Main objectives of setting up of Zonal Councils
- Bringing out national integration;
- Arresting the growth of acute State consciousness, regionalism, linguism and particularistic tendencies;
- Enabling the Centre and the States to co-operate and exchange ideas and experiences;
- Establishing a climate of co-operation amongst the States for successful and speedy execution of development projects.
- Each Zonal Council is an advisory body and may discuss any matter in which some or all of the States represented in that Council, or the Union and one or more of the States represented in that Council, have a common interest and advise the Central Government and the Government of each State concerned as to the action to be taken on any such matter.
Zonal Council may discuss, and make recommendations with regard to:
- any matter of common interest in the field of economic and social planning;
- any matter concerning border disputes, linguistic minorities or inter-State transport;
- any matter connected with or arising out of, the re-organization of the States under the States Reorganisation Act.
3 . Facts for Prelims
National Awards to Teachers
- The National Awards to Teachers accords public recognition to meritorious teachers working in elementary and secondary schools. For the award this year, 45 teachers from across the country have been selected through a rigorous and transparent online three stage process.

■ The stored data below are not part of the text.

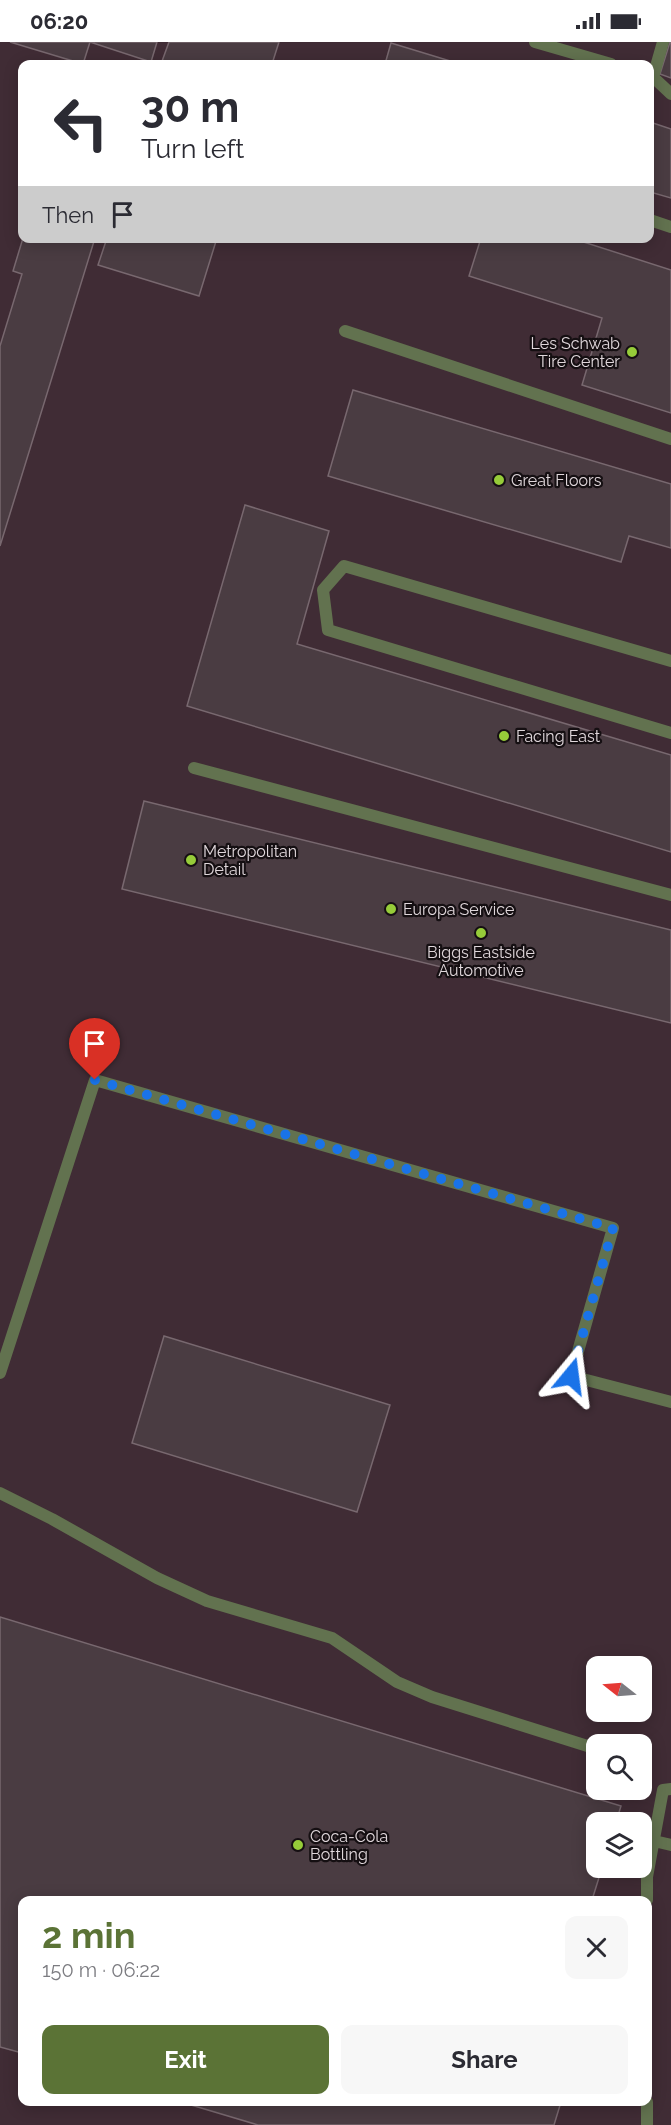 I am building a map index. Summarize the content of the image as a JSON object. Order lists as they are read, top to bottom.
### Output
{
  "places": [
    "Les Schwab Tire Center",
    "Great Floors",
    "Facing East",
    "Metropolitan Detail",
    "Europa Service",
    "Biggs Eastside Automotive",
    "Coca-Cola Bottling"
  ],
  "north": "left",
  "page": {
    "status": "06:20",
    "turn": ["30 m", "Turn left"],
    "then": "Then",
    "heading": ["2 min", "150 m · 06:22"],
    "buttons": ["Exit", "Share"]
  }
} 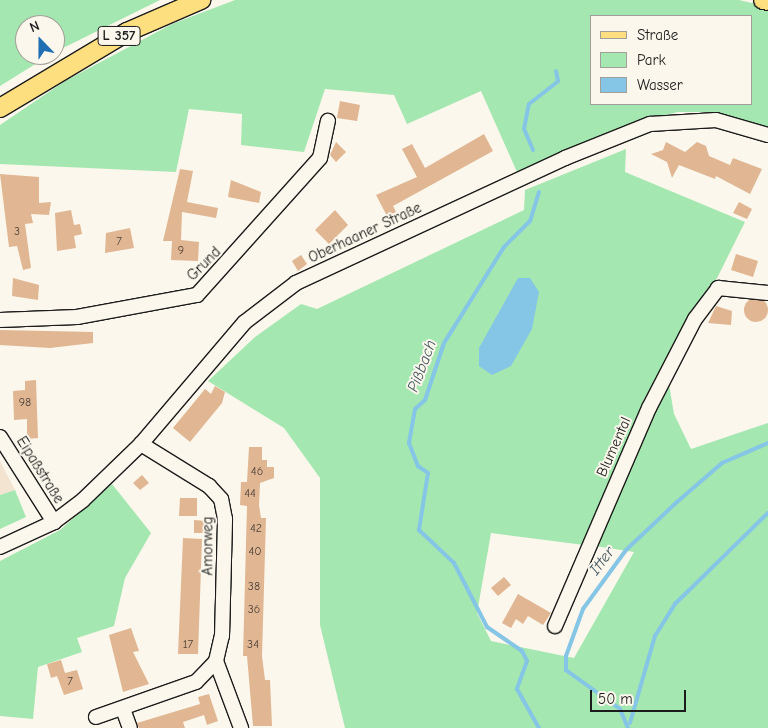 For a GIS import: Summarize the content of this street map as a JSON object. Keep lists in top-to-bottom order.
{
  "streets": {
    "main road": ["L 357"],
    "street": [
      "Oberhaaner Straße",
      "Grund",
      "Blumental",
      "Eipaßstraße",
      "Amorweg"
    ]
  },
  "crossings": [
    ["Oberhaaner Straße", "Eipaßstraße"],
    ["Oberhaaner Straße", "Amorweg"]
  ],
  "water": ["Pißbach", "Itter"],
  "house_numbers": [
    "3",
    "7",
    "9",
    "98",
    "46",
    "44",
    "42",
    "40",
    "38",
    "36",
    "17",
    "34",
    "7"
  ],
  "legend": ["Straße", "Park", "Wasser"],
  "scale_bar": "50 m",
  "north": "top"
}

- The purpose of National Awards to Teachers is to celebrate and honour the unique contribution of some of the finest teachers in the country who through their commitment and hard work have not only improved the quality of school education but also enriched the lives of their students.
- Built at Mazagaon Docks Ltd, Mumbai, and commissioned on 20 August 2011, INS Satpura derives her name from the majestic Satpura mountain range in central India.
- A frontline warship of the Eastern Fleet based at Visakhapatnam, INS Satpura is currently on one of the longest deployments by the Indian Navy in the 75th year of India’s Independence.